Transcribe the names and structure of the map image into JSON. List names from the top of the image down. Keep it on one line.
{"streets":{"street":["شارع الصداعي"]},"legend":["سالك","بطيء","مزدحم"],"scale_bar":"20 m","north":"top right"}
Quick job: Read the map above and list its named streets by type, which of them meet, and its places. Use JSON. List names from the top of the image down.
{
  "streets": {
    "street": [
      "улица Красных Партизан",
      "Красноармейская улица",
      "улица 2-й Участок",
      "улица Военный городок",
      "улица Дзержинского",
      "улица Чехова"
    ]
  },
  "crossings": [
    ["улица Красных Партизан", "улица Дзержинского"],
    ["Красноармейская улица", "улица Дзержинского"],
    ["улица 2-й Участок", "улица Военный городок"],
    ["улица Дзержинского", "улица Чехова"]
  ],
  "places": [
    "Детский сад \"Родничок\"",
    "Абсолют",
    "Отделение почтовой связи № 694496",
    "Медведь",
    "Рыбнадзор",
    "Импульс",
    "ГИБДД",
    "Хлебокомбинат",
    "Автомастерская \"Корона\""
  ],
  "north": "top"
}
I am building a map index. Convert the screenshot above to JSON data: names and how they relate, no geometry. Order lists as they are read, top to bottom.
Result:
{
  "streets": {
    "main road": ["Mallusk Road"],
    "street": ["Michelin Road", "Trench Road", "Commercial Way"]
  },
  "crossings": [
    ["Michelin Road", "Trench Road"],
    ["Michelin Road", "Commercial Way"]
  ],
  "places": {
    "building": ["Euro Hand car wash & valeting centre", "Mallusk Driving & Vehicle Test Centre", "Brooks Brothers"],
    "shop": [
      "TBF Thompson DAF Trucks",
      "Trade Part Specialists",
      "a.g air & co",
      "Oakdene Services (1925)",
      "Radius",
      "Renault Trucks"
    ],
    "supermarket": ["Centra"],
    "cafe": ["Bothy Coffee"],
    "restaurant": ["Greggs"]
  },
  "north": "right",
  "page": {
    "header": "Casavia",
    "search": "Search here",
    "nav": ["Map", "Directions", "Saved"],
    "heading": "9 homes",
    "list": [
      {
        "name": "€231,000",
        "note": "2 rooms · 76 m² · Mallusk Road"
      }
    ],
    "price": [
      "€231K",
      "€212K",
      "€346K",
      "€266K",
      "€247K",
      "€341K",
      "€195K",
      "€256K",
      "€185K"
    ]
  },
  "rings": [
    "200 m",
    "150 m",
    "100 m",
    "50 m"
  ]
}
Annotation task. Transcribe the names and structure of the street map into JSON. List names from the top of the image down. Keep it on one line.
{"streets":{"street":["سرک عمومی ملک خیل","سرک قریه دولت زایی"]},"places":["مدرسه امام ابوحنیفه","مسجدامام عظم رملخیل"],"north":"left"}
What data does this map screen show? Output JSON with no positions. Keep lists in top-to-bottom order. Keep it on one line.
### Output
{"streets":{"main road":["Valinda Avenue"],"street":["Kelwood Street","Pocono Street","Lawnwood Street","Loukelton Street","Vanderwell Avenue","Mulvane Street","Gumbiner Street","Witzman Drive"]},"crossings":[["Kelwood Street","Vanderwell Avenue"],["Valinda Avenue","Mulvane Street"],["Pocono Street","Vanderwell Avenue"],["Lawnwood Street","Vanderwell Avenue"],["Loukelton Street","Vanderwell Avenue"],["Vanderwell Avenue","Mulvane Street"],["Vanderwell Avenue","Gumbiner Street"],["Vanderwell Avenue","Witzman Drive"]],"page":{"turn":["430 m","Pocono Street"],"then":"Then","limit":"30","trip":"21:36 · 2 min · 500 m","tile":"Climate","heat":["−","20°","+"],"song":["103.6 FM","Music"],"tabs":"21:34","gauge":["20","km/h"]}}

━━━

TASK PROMPT: Each line of the entries holding the string "data" should be found and copied.

TASK ANSWER:
I am building a map index. Convert the screenshot above to JSON data: names and how they relate, no geometry. Order lists as they are read, top to bottom.
What data does this map screen show? Output JSON with no positions. Keep lists in top-to-bottom order. Keep it on one line.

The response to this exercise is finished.